By Andrew Dinsmoor, Senior Staff Writer
According to the Omaha World-Herald, there were 16 gang-related homicides and 1,312 aggravated assaults in Omaha in 2010.
Gang violence is increasing in Omaha. We’re not talking about Detroit, Atlanta or Los Angeles. Gang violence is increasing nationwide because it’s spreading and rooting in the country’s small-and-medium-sized cities as well as larger ones, according to the 2006 article “Gang Violence: An Environment of Fear,” by U.S. Sen. Dianne Feinstein, D-Calif. In the rolling hills of Omaha, youth and adults are killing each other in cold blood. Out of sight, in this case, does not mean out of mind.
For every murder, there’s a killer and a victim. Now, behind each of these terrifying labels, imagine a 3-year-old boy riding around on his tricycle or a little girl feeding her goldfish. Innocence is their pasts. Calamities become their futures. For every gang, there’s a broken community. In every gang, there are children who have been steered in the wrong direction by their misfortunes or environment.
“I live in South Omaha,” UNO freshman Hugo Zamorano said. “Some kids in South Omaha get into gangs because they think it’s cool — it’s their environment.”
As illustrated in pop-culture movies like “Dangerous Minds,” “Coach Carter” and “Freedom Writers,” troubled youths join gangs as a source of family, safety and survival. Do you see any cycles forming?
Defeating gang violence will take a multi-tiered effort, starting with paying close attention to all aspects of a child’s life. The family life, school system and community as a whole must all be addressed.
On Jan. 19, I interviewed the Rev. John Voner, president of Enough is Enough, an organization targeting youth at risk for gang activity.
“Parents need to take an active role in a child’s life — find out who their friends are,” Voner said.
Voner said suppressing gang violence is an effort that must involve every level of the community. Youth must get involved and remain active in organizations. For example, Enough is Enough is initiating spring and summer programs to increase community involvement of at-risk youth.
Young people often turn to gangs when there’s no family they can depend on. Bad parents are often a product of bad parents. This creates the first factor that perpetuates gang violence.
When there’s grief or heartache in a person’s life, he or she will sometimes turn to anything to escape. Getting children involved at a young age in after-school activities and organizations like Enough is Enough will give them an outlet when their parents or neighborhoods are negative influences. Every child needs a place, and involvement will help ensure that every child has one.
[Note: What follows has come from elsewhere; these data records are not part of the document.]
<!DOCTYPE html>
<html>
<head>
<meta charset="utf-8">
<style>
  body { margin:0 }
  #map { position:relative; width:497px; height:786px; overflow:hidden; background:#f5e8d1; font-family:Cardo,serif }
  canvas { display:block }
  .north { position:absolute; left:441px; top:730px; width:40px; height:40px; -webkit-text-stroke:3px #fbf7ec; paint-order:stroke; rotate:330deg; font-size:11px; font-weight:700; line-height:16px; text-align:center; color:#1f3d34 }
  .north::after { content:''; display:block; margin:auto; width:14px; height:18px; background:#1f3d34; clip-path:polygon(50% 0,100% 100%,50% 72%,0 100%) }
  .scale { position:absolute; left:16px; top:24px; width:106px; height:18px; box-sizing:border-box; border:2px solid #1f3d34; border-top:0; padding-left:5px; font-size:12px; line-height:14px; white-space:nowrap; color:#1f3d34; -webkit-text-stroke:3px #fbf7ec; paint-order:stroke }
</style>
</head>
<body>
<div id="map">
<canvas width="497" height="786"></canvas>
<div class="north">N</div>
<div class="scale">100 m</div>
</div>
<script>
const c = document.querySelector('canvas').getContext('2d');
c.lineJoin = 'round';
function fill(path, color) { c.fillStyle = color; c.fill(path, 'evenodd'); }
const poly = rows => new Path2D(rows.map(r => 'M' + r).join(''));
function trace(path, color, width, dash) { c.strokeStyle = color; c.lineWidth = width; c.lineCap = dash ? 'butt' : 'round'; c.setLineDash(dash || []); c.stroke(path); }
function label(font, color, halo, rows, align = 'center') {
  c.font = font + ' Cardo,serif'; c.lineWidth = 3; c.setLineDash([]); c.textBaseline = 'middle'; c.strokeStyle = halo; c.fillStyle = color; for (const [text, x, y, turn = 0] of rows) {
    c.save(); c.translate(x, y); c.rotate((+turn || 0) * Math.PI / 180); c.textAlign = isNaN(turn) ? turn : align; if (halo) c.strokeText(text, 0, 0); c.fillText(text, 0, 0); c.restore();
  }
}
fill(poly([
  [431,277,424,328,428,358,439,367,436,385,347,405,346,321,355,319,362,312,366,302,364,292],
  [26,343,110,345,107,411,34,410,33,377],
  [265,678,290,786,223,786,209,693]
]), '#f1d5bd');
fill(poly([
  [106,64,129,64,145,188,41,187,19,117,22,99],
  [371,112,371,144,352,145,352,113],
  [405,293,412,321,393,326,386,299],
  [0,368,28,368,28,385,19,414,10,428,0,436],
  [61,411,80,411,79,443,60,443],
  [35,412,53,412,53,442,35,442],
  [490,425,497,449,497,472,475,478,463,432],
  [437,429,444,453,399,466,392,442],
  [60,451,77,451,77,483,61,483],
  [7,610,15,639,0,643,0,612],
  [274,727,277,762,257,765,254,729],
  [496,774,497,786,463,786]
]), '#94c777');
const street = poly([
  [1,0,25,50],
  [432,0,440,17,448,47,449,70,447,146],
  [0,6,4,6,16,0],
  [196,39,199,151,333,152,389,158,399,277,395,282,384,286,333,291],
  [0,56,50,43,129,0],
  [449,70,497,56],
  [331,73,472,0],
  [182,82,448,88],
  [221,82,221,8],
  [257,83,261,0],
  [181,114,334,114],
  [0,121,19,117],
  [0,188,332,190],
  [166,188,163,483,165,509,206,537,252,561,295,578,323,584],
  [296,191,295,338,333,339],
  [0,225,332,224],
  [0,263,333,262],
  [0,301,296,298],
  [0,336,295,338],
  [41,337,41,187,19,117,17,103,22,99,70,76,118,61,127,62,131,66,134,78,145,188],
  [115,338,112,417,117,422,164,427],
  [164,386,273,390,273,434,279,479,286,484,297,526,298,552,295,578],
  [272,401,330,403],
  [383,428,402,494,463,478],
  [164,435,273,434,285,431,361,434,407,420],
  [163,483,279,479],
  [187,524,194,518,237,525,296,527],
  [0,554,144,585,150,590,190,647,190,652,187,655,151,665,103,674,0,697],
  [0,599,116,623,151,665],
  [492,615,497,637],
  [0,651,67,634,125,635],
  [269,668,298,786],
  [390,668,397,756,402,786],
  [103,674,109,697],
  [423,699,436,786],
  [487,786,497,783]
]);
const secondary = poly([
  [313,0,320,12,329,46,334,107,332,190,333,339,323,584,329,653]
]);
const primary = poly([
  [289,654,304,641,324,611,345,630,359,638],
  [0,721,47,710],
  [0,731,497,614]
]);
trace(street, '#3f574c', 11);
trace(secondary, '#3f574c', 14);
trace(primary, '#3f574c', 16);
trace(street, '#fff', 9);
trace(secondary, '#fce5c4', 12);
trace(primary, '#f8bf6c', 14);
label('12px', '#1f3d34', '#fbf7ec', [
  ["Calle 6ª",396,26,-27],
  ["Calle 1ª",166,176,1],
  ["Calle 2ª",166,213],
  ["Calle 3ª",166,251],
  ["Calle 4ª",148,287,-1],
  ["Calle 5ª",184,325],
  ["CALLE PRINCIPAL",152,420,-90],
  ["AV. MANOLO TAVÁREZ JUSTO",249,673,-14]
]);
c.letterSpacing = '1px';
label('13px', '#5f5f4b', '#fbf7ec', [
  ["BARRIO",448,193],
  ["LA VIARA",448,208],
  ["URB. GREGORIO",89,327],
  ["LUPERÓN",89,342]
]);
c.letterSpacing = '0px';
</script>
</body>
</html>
Schools also play a vital role in keeping at-risk youth from joining gangs. If you give a child a thirst for education, he or she will be be more motivated to graduate, regardless of family issues. School must be a place of refuge and support for children. However, 1,000 Omaha youth drop out of high school each year and one-third of OPS freshmen fail to graduate within four years, according to the Omaha World-Herald.
But there’s success to be had.
The Gang Risk Intervention Program at Lennox Middle School in Inglewood, Calif., has an 80 percent success rate of participants who graduate from high school and escape gang life, Feinstein wrote. State legislature funding programs like the Gang Risk Intervention Program will aid in eliminating dropouts who eventually turn to gang life, helping to break a terrible cycle.
Zamorano explained the third factor that increases gang violence.
“In my community, most people don’t like the police,” he said.
The Omaha Police Department has had difficulty convicting gang members and this sends a message that there may be no punishment for pulling the trigger of a gun when it’s pointed at a person.
At the scene of a crime, two policemen try to figure out what happened, but ten witnesses will not talk because they feel police have been unjust to them or their friends in the past. History has shown us how such grouping and generalizing can lead to disaster.
In the community of Modesto, Calif., this issue has been resolved through formation of a law enforcement task force (police, sheriffs, district attorneys and parole officers) that shares intelligence and provides constant vigilance in schools. Also, they designated community task forces to ensure that every elementary school has an after-school prevention program, creating better relationships between the law and the community. Modesto reduced murders from 24 in 2003-04 to six in 2005-06, according to Feinstein. Omaha must implement law and community task forces similar to Modesto’s in order to break this cycle of ignorance and violence.